Gaza’s anti-aircraft capabilities are neither new nor likely to be effective

Expert says 50-year-old Soviet Strela-2 shoulder-fired system, hyped by Hamas, is easily countered and has limited functionality, with aging missiles and makeshift power solutions

Emanuel Fabian

Emanuel (Mannie) Fabian is The Times of Israel's military correspondent.

Members of Saraya al-Quds, the military wing of Islamic Jihad terror group hold shoulder-launched anti-aircraft systems during a military parade in Gaza City, on January 5, 2022. (Atia Mohammed/Flash90)
Members of Saraya al-Quds, the military wing of Islamic Jihad terror group hold shoulder-launched anti-aircraft systems during a military parade in Gaza City, on January 5, 2022. (Atia Mohammed/Flash90)

In the early hours of Tuesday, the Hamas terror group launched several anti-aircraft missiles at Israeli jets conducting airstrikes in the Gaza Strip. The Israel Defense Forces, which was targeting Hamas sites in the wake of a rocket fired from Gaza at Israel hours earlier, said the missiles did not damage any aircraft.

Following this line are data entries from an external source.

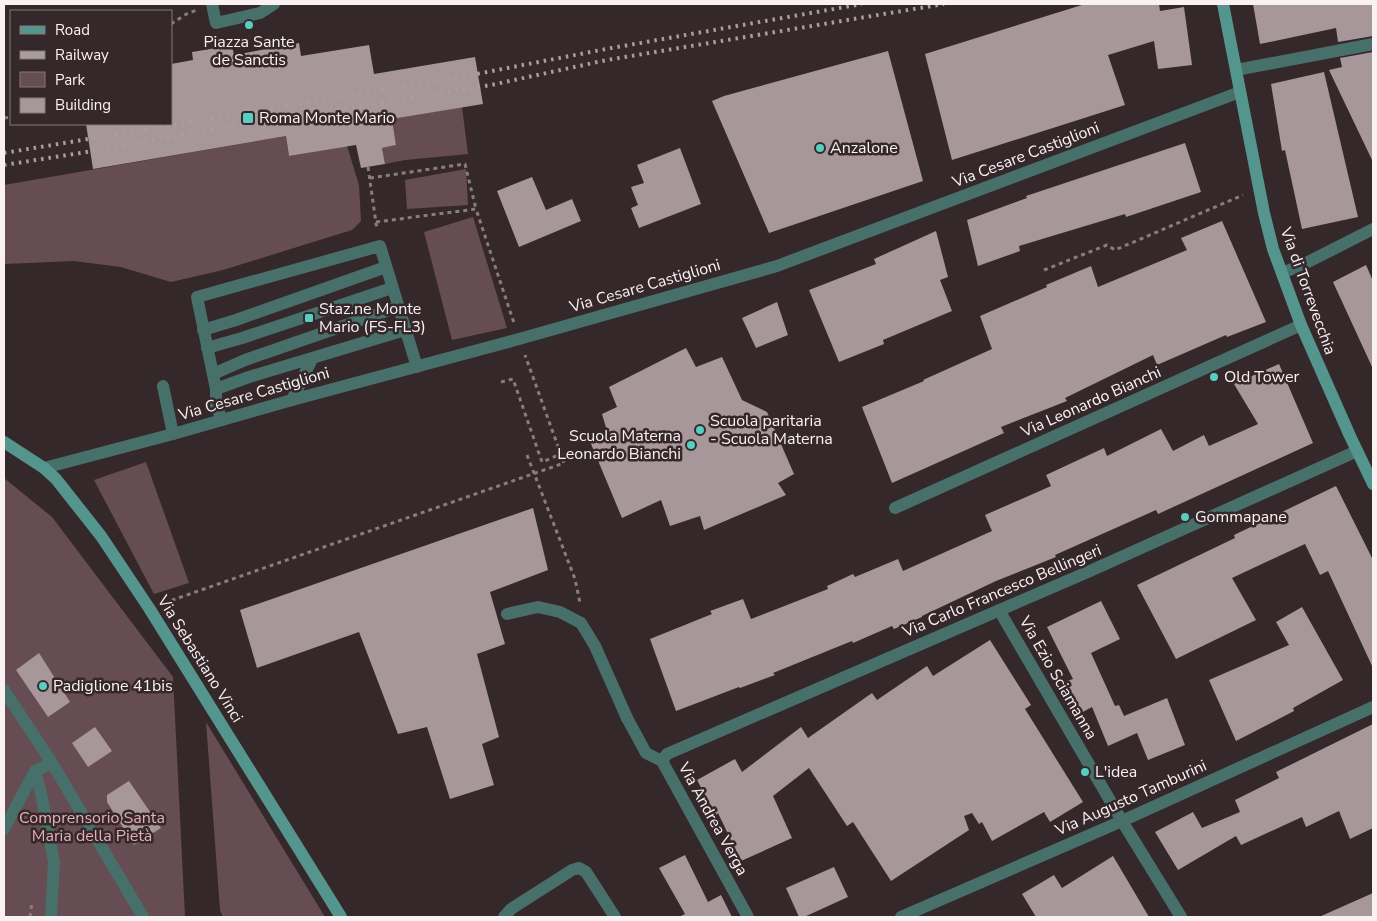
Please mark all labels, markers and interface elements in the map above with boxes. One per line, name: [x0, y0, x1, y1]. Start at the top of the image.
legend: [10, 10, 172, 125]
marker: Piazza Sante de Sanctis: [243, 19, 255, 31]
text: Road: [55, 20, 90, 40]
place label: Piazza Sante de Sanctis: [203, 31, 295, 71]
text: Railway: [55, 45, 109, 65]
text: Park: [55, 70, 85, 90]
text: Building: [55, 95, 111, 115]
place label: Roma Monte Mario: [259, 107, 395, 129]
marker: Roma Monte Mario: [241, 111, 255, 125]
street label: Via Cesare Castiglioni: [948, 117, 1103, 194]
place label: Anzalone: [830, 137, 898, 159]
marker: Anzalone: [814, 142, 826, 154]
street label: Via di Torrevecchia: [1274, 223, 1341, 358]
street label: Via Cesare Castiglioni: [566, 254, 723, 318]
place label: Staz.ne Monte Mario (FS-FL3): [319, 298, 426, 338]
marker: Staz.ne Monte Mario (FS-FL3): [303, 312, 315, 324]
street label: Via Leonardo Bianchi: [1017, 361, 1165, 443]
street label: Via Cesare Castiglioni: [175, 362, 332, 426]
place label: Old Tower: [1224, 366, 1299, 388]
marker: Old Tower: [1208, 371, 1220, 383]
place label: Scuola paritaria - Scuola Materna: [710, 410, 833, 450]
marker: Scuola paritaria - Scuola Materna: [694, 424, 706, 436]
place label: Scuola Materna Leonardo Bianchi: [557, 425, 681, 465]
marker: Scuola Materna Leonardo Bianchi: [685, 439, 697, 451]
place label: Gommapane: [1195, 506, 1287, 528]
marker: Gommapane: [1179, 511, 1191, 523]
street label: Via Carlo Francesco Bellingeri: [898, 539, 1105, 643]
street label: Via Sebastiano Vinci: [151, 590, 248, 727]
street label: Via Ezio Sciamanna: [1013, 611, 1102, 744]
place label: Padiglione 41bis: [53, 675, 173, 697]
marker: Padiglione 41bis: [37, 680, 49, 692]
street label: Via Augusto Tamburini: [1051, 755, 1210, 842]
street label: Via Andrea Verga: [672, 758, 753, 880]
place label: L'idea: [1095, 761, 1137, 783]
marker: L'idea: [1079, 766, 1091, 778]
park label: Comprensorio Santa Maria della Pietà: [19, 807, 165, 847]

Palestinian media presented the use of the missiles as a new, groundbreaking capability, with Hamas itself later publishing a video showing off the attempt.

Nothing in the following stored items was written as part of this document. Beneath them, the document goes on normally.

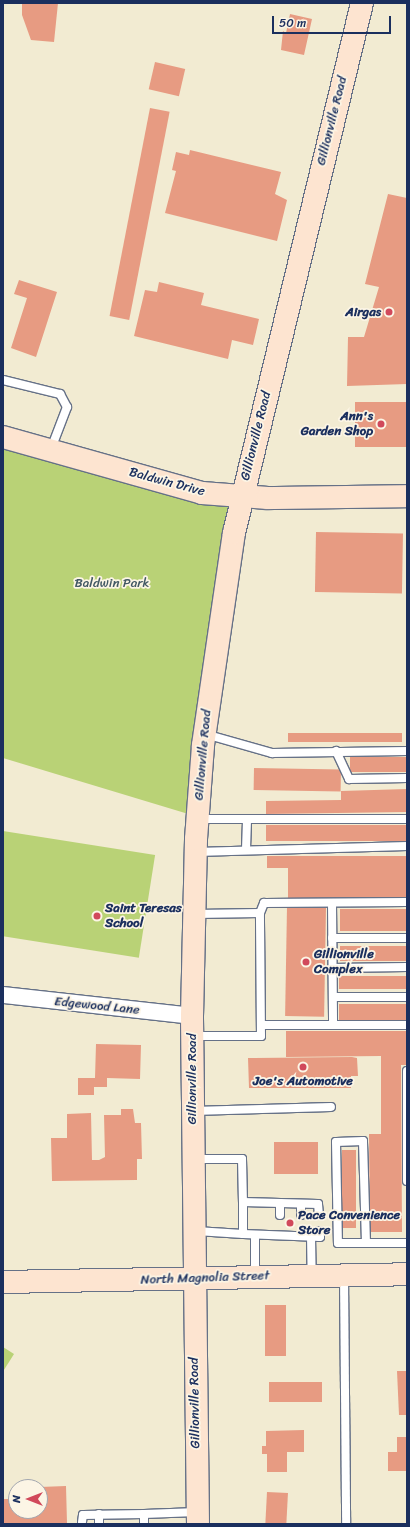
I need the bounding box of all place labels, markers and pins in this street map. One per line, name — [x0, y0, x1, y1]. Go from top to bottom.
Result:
place label: Airgas — [345, 304, 381, 320]
marker: Airgas — [384, 307, 394, 317]
place label: Ann's Garden Shop — [301, 409, 373, 440]
marker: Ann's Garden Shop — [376, 419, 386, 429]
place label: Saint Teresas School — [105, 901, 182, 932]
marker: Saint Teresas School — [92, 911, 102, 921]
place label: Gillionville Complex — [314, 947, 374, 978]
marker: Gillionville Complex — [301, 957, 311, 967]
marker: Joe's Automotive — [298, 1062, 308, 1072]
place label: Joe's Automotive — [253, 1073, 353, 1089]
place label: Pace Convenience Store — [298, 1208, 401, 1239]
marker: Pace Convenience Store — [285, 1218, 295, 1228]

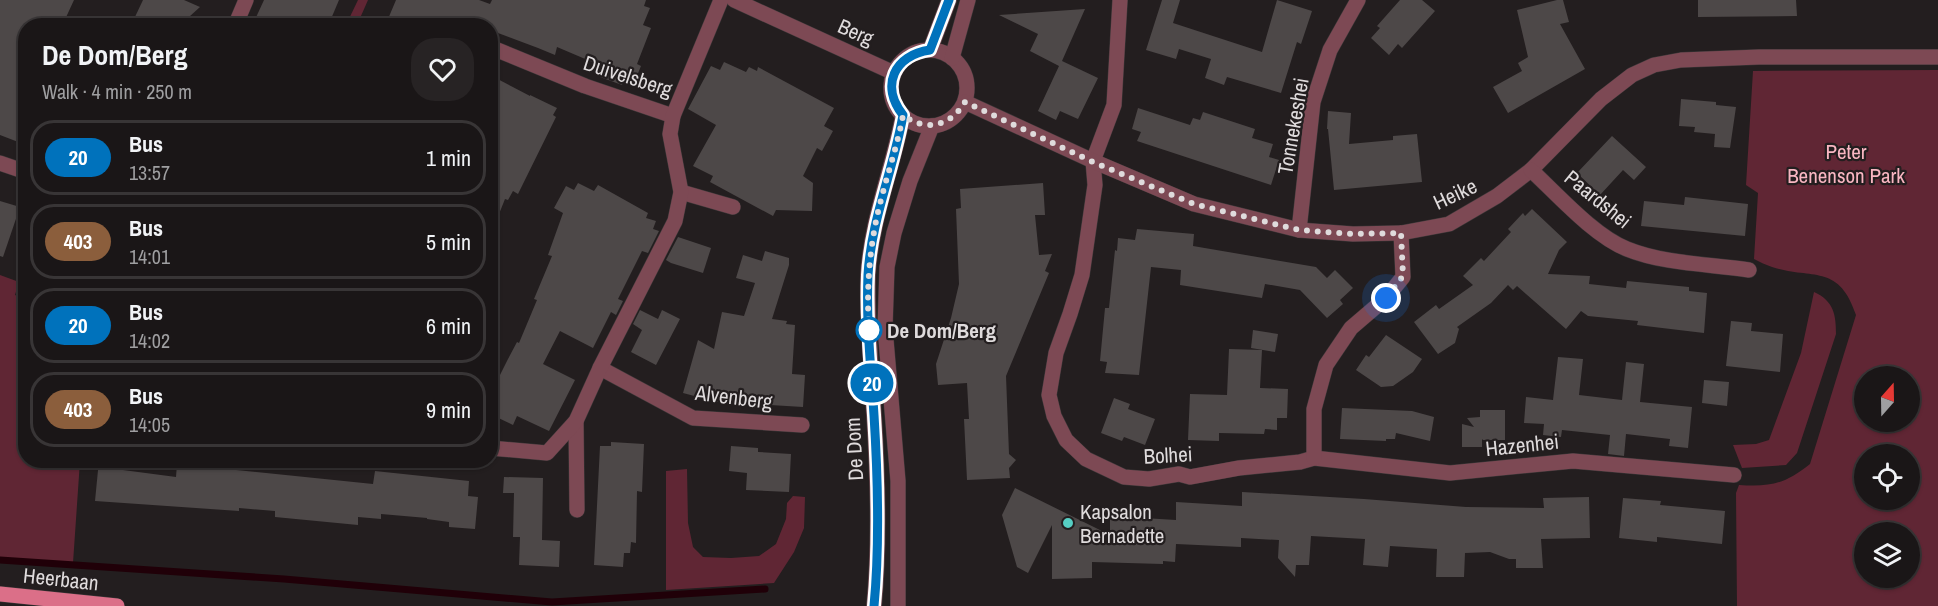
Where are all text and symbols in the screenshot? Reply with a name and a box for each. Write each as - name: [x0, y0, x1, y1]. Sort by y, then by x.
- street label: Berg: [833, 11, 879, 53]
- text: De Dom/Berg: [42, 36, 187, 74]
- button: heart: [411, 38, 474, 101]
- street label: Duivelsberg: [580, 48, 677, 104]
- street label: Tonnekeshei: [1270, 75, 1316, 177]
- text: Walk · 4 min · 250 m: [42, 78, 192, 105]
- text: Bus: [129, 129, 163, 159]
- park label: Peter Benenson Park: [1787, 137, 1905, 190]
- text: 20: [68, 143, 88, 172]
- text: 1 min: [426, 143, 471, 173]
- text: 13:57: [129, 159, 170, 186]
- street label: Paardshei: [1558, 163, 1638, 235]
- street label: Heike: [1428, 171, 1482, 217]
- text: Bus: [129, 213, 163, 243]
- text: 403: [64, 227, 92, 256]
- text: 5 min: [426, 227, 471, 257]
- text: 14:01: [129, 243, 170, 270]
- your location: [1371, 283, 1401, 313]
- text: Bus: [129, 297, 163, 327]
- text: 20: [68, 311, 88, 340]
- text: 6 min: [426, 311, 471, 341]
- place label: De Dom/Berg: [887, 316, 997, 345]
- marker: De Dom/Berg: [856, 317, 882, 343]
- text: 14:02: [129, 327, 170, 354]
- line badge: 20: [845, 364, 899, 403]
- north arrow: [1854, 366, 1920, 432]
- map controls: [1854, 366, 1920, 588]
- text: 20: [862, 369, 882, 398]
- street label: Alvenberg: [693, 378, 775, 416]
- text: Bus: [129, 381, 163, 411]
- text: 403: [64, 395, 92, 424]
- text: 9 min: [426, 395, 471, 425]
- text: 14:05: [129, 411, 170, 438]
- street label: De Dom: [838, 417, 870, 481]
- street label: Hazenhei: [1484, 427, 1560, 463]
- street label: Bolhei: [1143, 439, 1193, 471]
- button: locate: [1854, 444, 1920, 510]
- place label: Kapsalon Bernadette: [1080, 497, 1164, 550]
- marker: Kapsalon Bernadette: [1061, 516, 1075, 530]
- button: layers: [1854, 522, 1920, 588]
- street label: Heerbaan: [22, 561, 100, 597]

But not only are these capabilities not new for Hamas and other Gaza-based terror groups — they are also highly unlikely to be successful, according to experts.

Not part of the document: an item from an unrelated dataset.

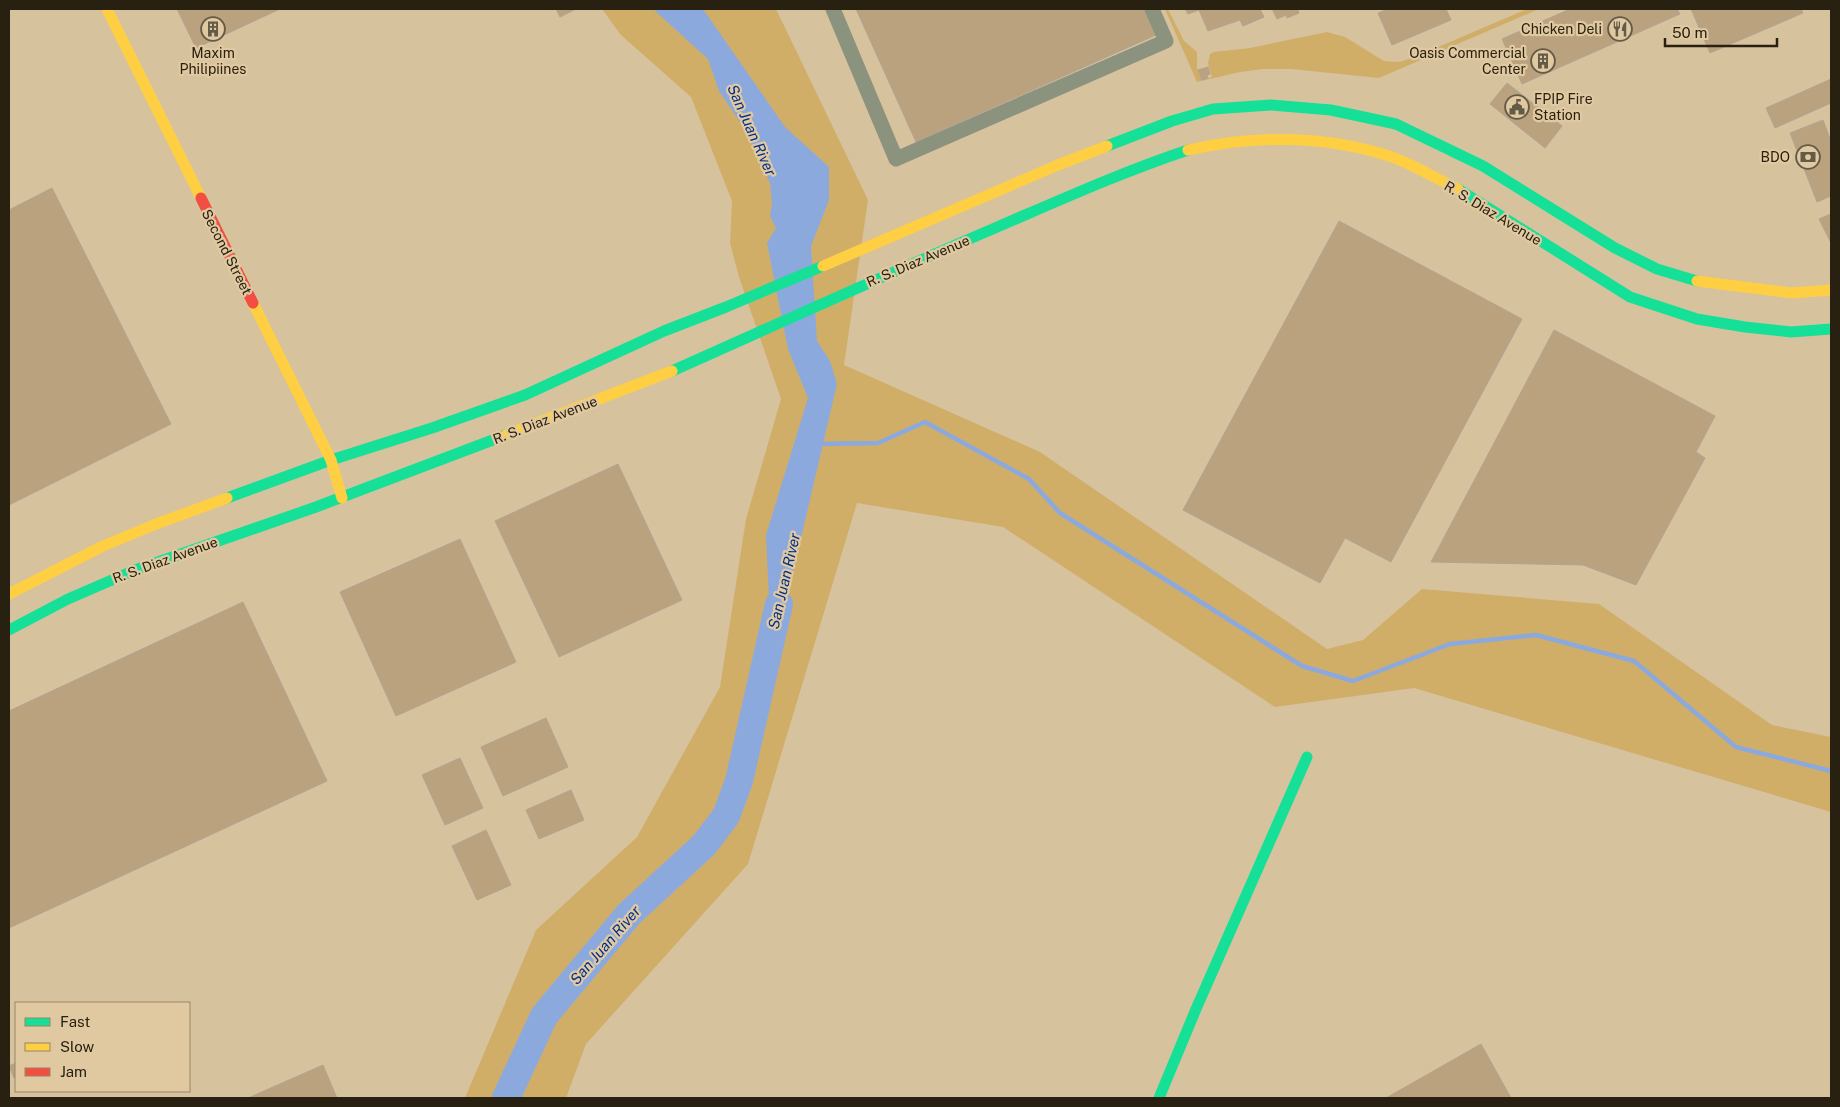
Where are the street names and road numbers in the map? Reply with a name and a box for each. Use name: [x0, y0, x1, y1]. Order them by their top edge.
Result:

Hamas’s first reported use of an SA-7 shoulder-fired missile, also known as a Strela-2, was in October 2012. In November of that year, Hamas also released a video in which it claimed with no evidence to have hit an Israeli F-16 jet with the missile.

In fact, Gaza groups have had no known success using anti-aircraft missiles against Israeli aircraft.

The Strela-2 shoulder-launched air-defense system, produced in the early 1970s by the Soviet Union, works by using primitive infrared tracking to lock onto a target, known commonly as “heat-seeking.”

A well-known Western weapons expert who writes anonymously on Twitter under the pseudonym of Calibre Obscura, and whose reporting has been cited by The Guardian, AFP, Vice and others, told The Times of Israel that Israeli aircraft would heavily use flares in order to trick the system, the most common and simple countermeasure.

The system also requires a thermal battery in order to launch the missile. As the original batteries tend to degrade over time, Palestinian groups have apparently resorted to manufacturing their own makeshift versions to keep the 50-year-old system functional.

“Sometimes they can function beyond their shelf life,” Calibre Obscura said, which he estimated to be around 15-20 years, “but often they won’t, especially if there has been less than ideal storage conditions.”

He said Hamas had evidently improvised a battery solution similar to what rebel groups have done in Syria over the course of the civil war in the country. “You can sort of cobble together laptop batteries… or car batteries,” he said. The original batteries are also single-use, so a rechargeable solution can be somewhat ideal if the group has a stock of missiles.

But even with improvised batteries on the 50-year-old system, “you’re also dealing with some of these missiles, which are 40, 45 years old,” Calibre Obscura said, meaning they may not work exactly as intended.

Israeli officials previously estimated the system was smuggled into the coastal enclave from Libya in the early 2010s. Calibre Obscura said he suspected this was the case, but because the system is so common it could have come from elsewhere.

“It was good in the 70s, especially with the upgraded versions, but nowadays it’s pretty ancient,” he said.

Still, Gaza terror groups are known to have another Soviet system, the 9K38 Igla, which the expert described as “more modern and more functional” than the Strela, citing recent successful use by Ukraine against Russian aircraft during Moscow’s invasion of the country over the past month.

But the Igla also uses similar heat-seeking technology, which is easily countered.

“If you had an Israeli helicopter that for some reason was sleeping on the job, and was flying low, and didn’t use flares or other countermeasures… then technically speaking [it could hit],” he said.

Barring that, the Israeli Air Force is likely to continue to operate freely over the Palestinian enclave.